Legal scholars have long debated whether the stipulation means Congress must approve every use of military force abroad and whether the president maintains the flexibility to use force as long as hostilities do not become a “war,” a word that itself has many definitions.
Indeed, "Impeachable Offenses" notes that some previous declarations of war by Congress came after hostilities already had begun.
Constitutional framer James Madison wrote that at the Federal Convention of 1787, the phrase "make war" was changed to "declare war" to leave to the president the decision to repel sudden attack but not to commence war without the explicit approval of Congress.
John Samples, director of the libertarian Cato Institute’s Center for Representative Government, noted how Obama and Biden both interpreted the Constitution in a way that would make their own war in Libya illegal.
Immediate threat?
In a speech on the Senate floor July 30, 1998, Biden lectured that only one constitutional framer, Pierce Butler of South Carolina, thought the president should have the power to initiate war.
Biden concluded that under the Constitution, the president could not use force without prior authorization unless it was necessary to “repel a sudden attack.”
Obviously, the use of force in Libya did not fit Biden’s expressed definition, Klein and Elliott argue, since Libya posed no immediate national security threat.
Similarly, Syria is currently not poised to launch a sudden attack on the U.S.
"Impeachable Offenses" documents Obama himself agreed with the premise in a 2007 interview with the Boston Globe, stating “the President does not have power under the Constitution to unilaterally authorize a military attack in a situation that does not involve stopping an actual or imminent threat to the nation.”
Biden expounded on the framers’ reasons for limiting presidential ability to launch hostilities: “The rationale for vesting the power to launch war in Congress was simple. The Framers’ views were dominated by their experience with the British King, who had unfettered power to start wars. Such powers the Framers were determined to deny the President.”

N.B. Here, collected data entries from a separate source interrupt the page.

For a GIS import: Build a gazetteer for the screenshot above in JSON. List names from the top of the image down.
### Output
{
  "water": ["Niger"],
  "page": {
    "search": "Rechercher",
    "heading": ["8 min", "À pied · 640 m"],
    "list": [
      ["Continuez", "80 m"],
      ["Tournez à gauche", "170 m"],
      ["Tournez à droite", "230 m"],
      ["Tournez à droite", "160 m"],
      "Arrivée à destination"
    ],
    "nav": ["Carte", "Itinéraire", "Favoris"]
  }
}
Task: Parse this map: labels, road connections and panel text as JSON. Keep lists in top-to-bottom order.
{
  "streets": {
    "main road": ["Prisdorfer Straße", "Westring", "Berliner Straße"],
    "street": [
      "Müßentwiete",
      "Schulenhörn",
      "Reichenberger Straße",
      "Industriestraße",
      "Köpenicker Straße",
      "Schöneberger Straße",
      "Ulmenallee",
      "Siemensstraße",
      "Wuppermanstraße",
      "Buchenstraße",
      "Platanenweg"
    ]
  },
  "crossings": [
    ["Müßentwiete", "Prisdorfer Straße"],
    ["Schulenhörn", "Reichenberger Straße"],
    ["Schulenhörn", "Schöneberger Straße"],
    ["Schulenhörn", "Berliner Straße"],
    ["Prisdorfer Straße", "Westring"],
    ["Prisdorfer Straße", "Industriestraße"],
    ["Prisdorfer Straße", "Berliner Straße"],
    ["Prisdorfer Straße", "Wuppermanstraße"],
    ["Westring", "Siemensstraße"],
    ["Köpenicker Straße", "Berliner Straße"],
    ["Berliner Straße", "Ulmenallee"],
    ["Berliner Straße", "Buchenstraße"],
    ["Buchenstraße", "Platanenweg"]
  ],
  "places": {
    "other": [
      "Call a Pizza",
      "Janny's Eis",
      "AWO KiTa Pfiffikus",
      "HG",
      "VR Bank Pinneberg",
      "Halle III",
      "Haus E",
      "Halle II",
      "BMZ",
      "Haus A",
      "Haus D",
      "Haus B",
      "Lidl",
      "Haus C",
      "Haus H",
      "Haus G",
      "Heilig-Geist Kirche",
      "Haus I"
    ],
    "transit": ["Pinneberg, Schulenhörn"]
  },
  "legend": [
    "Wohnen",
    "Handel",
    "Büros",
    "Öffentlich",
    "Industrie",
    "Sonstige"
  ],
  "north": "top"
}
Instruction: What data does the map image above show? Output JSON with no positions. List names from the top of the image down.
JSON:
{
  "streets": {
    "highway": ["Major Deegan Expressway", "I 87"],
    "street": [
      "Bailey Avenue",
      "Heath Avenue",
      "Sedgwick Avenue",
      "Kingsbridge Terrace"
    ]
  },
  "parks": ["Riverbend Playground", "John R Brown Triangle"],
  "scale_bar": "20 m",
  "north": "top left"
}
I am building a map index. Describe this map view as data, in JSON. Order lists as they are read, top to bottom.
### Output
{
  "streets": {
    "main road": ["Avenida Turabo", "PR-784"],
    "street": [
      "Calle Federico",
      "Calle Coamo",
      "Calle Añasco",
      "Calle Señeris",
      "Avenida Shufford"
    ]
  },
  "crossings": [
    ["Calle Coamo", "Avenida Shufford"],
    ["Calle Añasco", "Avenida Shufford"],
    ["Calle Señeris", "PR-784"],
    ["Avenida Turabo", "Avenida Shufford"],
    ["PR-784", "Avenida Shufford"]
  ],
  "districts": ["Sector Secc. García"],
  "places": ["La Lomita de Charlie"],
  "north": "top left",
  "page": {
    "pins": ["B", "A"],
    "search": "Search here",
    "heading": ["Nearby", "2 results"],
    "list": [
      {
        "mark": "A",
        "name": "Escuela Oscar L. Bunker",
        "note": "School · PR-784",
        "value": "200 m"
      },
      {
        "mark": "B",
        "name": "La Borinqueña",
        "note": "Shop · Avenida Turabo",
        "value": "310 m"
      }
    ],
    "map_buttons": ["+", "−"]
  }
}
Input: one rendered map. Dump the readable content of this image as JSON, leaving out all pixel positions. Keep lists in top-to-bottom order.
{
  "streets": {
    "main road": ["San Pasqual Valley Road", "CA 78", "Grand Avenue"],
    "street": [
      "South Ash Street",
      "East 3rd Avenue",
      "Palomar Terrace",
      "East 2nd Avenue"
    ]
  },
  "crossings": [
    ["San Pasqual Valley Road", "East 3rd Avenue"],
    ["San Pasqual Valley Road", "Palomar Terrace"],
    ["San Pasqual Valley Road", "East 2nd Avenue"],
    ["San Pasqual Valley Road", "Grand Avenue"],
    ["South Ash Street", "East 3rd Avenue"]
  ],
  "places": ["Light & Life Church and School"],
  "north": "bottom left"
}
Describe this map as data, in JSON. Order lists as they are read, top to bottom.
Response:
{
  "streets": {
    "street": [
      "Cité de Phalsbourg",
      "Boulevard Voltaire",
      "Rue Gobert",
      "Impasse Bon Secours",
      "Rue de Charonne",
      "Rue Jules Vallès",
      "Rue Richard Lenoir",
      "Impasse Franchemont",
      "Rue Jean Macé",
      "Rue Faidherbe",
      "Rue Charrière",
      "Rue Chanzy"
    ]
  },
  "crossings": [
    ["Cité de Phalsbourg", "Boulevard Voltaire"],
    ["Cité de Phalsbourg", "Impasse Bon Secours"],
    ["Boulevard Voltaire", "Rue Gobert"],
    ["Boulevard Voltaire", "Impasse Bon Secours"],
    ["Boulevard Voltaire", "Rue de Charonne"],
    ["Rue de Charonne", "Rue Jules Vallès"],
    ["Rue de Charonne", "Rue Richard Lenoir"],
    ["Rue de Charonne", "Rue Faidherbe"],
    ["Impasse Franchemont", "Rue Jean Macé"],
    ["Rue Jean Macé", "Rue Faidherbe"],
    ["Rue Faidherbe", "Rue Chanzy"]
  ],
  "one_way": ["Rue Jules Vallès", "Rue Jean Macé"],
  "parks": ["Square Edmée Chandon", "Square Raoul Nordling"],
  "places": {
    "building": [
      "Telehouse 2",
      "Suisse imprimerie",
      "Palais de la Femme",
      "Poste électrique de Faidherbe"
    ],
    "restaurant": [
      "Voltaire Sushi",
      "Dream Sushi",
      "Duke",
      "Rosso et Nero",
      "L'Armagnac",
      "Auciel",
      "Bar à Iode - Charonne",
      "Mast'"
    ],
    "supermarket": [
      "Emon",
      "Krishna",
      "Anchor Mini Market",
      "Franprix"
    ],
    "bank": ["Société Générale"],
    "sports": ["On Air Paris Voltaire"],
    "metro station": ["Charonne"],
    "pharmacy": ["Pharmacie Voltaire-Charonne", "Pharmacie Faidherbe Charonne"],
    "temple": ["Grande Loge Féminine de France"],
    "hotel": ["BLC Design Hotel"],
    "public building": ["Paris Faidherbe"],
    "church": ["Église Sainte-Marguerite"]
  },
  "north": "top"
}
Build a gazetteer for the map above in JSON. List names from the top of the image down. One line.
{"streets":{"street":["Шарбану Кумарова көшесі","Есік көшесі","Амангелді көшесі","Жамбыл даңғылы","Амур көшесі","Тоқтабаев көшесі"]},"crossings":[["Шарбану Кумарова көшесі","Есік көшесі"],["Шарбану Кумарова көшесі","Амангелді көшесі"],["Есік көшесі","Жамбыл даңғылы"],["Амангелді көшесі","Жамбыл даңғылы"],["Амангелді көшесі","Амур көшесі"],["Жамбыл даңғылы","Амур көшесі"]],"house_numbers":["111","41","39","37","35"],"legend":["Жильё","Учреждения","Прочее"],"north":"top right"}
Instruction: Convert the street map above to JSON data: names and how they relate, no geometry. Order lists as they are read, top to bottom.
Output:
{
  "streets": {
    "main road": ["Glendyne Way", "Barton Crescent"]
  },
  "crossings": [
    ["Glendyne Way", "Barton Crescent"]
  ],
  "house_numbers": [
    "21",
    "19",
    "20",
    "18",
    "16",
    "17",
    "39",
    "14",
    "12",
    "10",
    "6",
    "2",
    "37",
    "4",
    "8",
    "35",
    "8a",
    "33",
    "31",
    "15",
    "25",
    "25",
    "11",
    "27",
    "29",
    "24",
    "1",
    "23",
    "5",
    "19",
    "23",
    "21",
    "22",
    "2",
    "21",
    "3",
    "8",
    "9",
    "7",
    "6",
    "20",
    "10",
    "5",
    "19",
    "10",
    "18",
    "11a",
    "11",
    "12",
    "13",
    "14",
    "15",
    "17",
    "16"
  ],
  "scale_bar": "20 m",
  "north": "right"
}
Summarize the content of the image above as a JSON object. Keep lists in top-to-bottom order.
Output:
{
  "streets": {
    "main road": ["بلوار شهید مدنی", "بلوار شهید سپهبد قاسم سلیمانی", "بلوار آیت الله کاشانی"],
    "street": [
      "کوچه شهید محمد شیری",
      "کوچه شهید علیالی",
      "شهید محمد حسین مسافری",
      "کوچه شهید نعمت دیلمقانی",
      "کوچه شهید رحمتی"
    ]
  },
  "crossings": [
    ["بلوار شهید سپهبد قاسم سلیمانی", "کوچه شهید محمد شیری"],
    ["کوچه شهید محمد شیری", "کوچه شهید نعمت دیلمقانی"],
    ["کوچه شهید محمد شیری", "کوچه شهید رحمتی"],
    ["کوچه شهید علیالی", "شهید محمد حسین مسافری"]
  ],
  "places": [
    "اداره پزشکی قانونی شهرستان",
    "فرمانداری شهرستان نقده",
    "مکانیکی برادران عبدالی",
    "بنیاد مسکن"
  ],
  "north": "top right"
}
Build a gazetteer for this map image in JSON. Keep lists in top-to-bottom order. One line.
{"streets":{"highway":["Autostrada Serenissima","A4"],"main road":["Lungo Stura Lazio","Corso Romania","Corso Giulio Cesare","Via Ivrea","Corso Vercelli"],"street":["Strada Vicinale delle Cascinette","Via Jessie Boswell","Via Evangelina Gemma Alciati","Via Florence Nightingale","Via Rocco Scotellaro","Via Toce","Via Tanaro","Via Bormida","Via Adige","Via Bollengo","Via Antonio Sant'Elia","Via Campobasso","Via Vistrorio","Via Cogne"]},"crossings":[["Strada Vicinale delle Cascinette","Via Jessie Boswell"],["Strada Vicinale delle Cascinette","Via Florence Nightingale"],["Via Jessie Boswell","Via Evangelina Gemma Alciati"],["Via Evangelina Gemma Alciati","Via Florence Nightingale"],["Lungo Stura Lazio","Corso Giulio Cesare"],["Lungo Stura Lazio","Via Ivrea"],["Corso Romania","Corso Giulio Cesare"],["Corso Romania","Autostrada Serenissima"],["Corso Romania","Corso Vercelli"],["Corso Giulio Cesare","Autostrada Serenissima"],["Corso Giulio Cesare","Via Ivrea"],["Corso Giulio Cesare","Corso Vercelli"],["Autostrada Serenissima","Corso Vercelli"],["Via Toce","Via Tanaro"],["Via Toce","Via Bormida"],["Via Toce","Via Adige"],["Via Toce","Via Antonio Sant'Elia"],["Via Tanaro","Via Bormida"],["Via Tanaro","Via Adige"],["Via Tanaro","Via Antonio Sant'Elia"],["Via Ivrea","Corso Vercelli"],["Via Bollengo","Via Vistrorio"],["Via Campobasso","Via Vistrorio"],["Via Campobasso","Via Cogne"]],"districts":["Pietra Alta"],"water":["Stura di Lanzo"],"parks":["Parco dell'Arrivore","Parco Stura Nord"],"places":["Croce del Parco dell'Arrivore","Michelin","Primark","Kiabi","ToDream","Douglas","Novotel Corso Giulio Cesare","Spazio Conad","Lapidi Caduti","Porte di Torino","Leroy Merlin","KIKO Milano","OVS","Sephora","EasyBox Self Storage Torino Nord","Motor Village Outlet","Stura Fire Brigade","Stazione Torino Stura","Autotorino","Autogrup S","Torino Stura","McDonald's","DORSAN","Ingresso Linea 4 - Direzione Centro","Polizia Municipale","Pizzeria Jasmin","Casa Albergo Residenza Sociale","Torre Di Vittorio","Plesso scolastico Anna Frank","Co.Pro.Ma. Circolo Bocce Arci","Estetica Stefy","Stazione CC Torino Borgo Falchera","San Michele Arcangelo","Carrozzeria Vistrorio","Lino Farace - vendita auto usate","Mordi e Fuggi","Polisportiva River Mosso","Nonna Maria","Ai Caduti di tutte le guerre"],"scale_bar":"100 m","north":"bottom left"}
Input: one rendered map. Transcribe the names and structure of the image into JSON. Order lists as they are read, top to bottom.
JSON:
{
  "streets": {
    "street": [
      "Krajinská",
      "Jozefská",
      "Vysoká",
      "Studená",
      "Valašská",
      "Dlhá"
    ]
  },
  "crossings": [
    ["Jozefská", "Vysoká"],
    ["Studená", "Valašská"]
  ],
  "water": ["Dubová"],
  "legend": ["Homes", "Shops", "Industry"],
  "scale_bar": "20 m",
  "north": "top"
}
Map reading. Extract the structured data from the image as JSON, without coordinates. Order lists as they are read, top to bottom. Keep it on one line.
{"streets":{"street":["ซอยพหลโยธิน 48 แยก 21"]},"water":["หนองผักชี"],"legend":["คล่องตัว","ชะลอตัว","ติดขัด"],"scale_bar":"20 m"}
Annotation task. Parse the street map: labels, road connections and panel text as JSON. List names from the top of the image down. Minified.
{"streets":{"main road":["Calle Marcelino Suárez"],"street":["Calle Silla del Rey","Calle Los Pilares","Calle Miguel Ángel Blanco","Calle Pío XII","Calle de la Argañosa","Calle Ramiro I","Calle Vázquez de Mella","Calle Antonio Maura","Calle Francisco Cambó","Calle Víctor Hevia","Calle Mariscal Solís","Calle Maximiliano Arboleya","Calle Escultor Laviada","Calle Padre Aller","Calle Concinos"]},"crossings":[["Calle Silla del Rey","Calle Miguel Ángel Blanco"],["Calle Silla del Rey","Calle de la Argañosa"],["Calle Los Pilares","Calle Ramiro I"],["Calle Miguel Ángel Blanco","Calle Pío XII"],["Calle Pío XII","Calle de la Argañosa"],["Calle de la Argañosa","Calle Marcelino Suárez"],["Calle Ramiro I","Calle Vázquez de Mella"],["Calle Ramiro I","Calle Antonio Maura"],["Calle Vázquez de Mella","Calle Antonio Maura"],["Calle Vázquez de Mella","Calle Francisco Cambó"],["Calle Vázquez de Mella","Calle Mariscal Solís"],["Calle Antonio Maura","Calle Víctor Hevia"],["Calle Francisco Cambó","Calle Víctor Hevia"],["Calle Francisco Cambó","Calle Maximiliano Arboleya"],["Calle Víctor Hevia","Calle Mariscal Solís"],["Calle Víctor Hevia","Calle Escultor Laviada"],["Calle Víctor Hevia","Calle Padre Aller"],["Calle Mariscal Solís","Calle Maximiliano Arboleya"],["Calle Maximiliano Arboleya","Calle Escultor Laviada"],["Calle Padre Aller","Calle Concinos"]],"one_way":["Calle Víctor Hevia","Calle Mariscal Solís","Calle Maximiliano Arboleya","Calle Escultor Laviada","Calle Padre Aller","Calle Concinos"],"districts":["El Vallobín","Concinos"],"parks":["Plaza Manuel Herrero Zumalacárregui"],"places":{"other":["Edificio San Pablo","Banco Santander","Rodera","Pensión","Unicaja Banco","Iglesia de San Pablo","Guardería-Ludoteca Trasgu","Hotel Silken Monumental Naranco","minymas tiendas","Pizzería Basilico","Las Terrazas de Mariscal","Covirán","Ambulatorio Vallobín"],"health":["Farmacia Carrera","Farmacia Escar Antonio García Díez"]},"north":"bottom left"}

Concluded Cato’s Samples: “The framers did not empower the president to initiate war to prevent humanitarian catastrophes, deal with threats to international peace and security, or protect the lives of foreign nationals.
"The framers stated that the Constitution was instituted to provide for the common defense of We, the People, not the defense of people everywhere.”
Constitutional liquidation
Jack Goldsmith of Slate took the other side, arguing that Obama’s use of force in Libya was constitutional, citing other similar conflicts as precedents that provide the president with broad military powers.
"Impeachable Offenses" relates that Goldsmith noted how the Korean War was launched by President Truman in 1950 without congressional authorization as was Bill Clinton's intervention in Kosovo in 1999
“An important principle of constitutional law –especially when the allocation of power between the branches is at issue – is that constitutional meaning gets liquidated by constitutional practice,” wrote Goldsmith.
“Congress has known about this pattern of presidential unilateralism for some time and done little in response. It has never impeached a president for using force in this way.”
Sen. Rand Paul, R-Ky., was among the lawmakers calling the war in Libya unconstitutional.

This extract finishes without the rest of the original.